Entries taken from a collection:
---*---

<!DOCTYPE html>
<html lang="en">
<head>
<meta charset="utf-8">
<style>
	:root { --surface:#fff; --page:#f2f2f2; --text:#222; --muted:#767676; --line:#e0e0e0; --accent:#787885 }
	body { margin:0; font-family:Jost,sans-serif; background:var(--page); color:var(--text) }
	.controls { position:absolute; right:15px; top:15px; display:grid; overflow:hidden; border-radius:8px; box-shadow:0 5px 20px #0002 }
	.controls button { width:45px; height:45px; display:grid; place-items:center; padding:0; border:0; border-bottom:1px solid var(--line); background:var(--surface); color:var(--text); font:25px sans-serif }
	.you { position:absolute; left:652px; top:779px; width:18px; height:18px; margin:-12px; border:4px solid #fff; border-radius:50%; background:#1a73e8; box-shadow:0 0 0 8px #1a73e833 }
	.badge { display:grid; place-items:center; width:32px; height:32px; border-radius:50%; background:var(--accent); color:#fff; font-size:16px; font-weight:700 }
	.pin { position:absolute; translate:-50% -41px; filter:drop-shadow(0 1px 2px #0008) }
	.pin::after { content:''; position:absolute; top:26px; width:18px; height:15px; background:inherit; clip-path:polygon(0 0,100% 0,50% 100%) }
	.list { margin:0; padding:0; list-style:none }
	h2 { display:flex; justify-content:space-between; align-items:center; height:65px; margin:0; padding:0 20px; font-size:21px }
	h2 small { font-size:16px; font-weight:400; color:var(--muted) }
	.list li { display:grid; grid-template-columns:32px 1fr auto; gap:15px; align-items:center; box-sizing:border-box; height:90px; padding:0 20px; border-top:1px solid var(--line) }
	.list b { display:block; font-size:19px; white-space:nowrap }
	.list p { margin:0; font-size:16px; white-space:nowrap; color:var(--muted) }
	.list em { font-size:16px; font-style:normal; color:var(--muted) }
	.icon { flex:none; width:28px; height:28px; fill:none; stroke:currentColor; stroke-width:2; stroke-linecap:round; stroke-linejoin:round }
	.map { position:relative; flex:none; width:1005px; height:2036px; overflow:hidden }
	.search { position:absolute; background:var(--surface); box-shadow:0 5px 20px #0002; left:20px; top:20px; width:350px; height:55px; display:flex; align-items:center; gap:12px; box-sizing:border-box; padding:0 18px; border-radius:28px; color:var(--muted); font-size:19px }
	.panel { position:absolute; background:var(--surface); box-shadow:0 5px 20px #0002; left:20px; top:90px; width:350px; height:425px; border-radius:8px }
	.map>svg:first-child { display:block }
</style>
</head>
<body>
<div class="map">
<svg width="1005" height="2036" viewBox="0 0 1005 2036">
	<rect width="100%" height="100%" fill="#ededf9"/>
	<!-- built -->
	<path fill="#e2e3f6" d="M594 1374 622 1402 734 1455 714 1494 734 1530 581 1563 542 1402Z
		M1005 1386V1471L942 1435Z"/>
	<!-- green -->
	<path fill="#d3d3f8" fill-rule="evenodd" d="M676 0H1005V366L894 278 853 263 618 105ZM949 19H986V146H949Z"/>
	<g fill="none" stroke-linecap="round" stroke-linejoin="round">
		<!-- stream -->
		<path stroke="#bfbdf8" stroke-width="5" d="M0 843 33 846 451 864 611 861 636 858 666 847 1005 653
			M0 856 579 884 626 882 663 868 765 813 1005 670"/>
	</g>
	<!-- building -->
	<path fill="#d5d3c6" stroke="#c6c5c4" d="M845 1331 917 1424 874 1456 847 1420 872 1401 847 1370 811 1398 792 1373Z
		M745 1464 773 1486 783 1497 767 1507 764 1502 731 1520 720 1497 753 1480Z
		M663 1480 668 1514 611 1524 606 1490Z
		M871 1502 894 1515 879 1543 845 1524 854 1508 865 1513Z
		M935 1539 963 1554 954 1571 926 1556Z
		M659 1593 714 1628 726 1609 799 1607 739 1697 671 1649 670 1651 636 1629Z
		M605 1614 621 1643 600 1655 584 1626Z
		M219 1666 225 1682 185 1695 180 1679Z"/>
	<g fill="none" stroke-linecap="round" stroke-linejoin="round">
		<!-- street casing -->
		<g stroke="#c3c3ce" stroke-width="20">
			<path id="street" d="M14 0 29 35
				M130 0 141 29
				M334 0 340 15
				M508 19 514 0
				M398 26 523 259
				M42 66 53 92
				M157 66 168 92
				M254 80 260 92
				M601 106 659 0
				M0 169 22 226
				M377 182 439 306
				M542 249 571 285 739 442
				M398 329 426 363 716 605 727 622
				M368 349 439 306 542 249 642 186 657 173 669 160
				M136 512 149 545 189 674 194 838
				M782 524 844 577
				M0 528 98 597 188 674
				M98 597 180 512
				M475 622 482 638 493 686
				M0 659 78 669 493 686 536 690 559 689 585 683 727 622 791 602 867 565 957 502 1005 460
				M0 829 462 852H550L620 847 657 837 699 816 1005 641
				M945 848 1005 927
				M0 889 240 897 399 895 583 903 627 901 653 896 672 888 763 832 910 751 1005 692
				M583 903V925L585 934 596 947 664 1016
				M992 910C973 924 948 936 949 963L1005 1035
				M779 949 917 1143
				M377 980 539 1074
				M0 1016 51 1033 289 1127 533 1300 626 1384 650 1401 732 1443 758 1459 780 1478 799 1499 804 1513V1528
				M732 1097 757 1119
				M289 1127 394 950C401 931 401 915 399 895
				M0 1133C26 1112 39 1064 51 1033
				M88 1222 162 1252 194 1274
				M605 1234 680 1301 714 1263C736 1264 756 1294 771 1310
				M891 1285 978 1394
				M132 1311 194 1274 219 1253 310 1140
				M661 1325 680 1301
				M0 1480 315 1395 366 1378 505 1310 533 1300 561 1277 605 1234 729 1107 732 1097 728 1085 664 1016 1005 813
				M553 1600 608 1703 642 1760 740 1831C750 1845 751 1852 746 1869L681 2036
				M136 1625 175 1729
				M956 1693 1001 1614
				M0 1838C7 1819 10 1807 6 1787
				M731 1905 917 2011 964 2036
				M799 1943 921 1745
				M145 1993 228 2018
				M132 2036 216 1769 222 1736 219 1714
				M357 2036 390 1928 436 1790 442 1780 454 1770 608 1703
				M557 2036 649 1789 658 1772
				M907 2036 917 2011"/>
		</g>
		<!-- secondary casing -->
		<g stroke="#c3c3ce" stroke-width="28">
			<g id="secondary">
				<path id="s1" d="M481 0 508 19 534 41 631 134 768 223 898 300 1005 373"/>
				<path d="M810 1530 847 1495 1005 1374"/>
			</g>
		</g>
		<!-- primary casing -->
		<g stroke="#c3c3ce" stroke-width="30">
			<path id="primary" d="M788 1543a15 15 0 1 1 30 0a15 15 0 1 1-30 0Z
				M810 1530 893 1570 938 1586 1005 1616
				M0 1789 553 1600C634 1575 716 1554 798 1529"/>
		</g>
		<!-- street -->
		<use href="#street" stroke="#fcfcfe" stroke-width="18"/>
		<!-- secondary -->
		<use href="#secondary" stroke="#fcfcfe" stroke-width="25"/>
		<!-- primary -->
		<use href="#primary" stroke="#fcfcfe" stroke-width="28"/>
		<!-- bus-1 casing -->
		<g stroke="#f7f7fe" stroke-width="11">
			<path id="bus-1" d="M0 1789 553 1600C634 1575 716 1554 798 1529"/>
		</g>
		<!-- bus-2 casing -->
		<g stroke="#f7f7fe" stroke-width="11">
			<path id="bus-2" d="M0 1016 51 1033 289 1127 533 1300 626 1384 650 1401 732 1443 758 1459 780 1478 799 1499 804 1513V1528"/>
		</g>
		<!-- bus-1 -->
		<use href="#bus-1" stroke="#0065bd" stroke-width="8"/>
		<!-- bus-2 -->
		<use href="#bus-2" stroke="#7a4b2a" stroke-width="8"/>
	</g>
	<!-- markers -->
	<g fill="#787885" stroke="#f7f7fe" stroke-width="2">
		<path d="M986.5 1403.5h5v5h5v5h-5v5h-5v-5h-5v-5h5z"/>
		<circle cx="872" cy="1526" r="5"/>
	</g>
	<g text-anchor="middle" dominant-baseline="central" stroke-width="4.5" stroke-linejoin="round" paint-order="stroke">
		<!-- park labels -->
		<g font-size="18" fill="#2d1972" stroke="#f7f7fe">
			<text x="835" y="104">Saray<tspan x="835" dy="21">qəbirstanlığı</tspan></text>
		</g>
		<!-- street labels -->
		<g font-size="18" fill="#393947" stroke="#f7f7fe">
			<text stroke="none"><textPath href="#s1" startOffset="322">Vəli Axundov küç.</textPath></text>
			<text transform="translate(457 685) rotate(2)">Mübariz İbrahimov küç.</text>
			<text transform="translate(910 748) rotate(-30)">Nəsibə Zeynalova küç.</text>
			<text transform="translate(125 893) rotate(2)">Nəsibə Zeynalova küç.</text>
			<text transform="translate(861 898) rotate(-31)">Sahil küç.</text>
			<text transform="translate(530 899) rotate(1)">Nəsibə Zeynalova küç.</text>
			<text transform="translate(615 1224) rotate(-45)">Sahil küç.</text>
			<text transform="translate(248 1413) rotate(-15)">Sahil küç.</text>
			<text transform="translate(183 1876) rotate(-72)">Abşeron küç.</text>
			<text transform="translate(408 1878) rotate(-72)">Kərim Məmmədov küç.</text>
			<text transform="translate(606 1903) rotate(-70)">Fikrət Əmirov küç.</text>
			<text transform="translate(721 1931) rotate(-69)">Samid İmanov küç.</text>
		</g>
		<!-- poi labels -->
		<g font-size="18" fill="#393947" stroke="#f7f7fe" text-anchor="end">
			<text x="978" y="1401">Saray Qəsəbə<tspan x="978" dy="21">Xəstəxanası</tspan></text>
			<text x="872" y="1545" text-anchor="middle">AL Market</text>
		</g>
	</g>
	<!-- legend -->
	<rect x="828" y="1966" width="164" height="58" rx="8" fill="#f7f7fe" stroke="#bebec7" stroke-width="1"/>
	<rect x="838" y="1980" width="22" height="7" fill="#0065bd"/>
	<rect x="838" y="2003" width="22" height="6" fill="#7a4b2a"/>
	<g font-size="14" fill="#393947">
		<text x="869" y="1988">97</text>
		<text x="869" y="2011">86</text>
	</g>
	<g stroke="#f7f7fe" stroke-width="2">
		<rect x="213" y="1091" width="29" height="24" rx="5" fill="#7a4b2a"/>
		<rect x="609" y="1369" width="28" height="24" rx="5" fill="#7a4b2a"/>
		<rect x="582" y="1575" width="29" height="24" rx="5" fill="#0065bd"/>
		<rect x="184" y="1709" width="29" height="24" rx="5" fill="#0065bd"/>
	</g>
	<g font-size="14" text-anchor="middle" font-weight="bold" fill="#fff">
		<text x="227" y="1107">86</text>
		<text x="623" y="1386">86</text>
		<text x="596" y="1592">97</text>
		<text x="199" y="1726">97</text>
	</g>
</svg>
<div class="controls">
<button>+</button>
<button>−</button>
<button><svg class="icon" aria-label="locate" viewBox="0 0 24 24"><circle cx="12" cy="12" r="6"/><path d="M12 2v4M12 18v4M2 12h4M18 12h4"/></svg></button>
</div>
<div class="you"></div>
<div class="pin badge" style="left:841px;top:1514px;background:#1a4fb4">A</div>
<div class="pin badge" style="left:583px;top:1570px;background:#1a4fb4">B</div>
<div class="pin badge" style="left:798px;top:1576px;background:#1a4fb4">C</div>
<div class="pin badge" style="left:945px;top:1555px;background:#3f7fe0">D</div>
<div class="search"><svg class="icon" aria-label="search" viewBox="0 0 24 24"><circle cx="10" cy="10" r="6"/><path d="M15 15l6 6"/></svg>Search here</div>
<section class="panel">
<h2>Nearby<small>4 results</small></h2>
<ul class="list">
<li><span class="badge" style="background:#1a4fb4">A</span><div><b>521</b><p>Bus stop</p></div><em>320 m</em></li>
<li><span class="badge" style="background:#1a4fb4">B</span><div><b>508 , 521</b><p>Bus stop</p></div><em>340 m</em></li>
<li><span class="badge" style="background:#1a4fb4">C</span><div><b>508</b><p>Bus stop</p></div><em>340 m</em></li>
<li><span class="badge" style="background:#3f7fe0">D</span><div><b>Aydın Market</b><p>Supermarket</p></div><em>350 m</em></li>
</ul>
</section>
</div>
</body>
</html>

---*---

Aim of the exercise
Among the entries above, identify all lines with "white" and copy them.

Written solution
	.list b { display:block; font-size:19px; white-space:nowrap }
	.list p { margin:0; font-size:16px; white-space:nowrap; color:var(--muted) }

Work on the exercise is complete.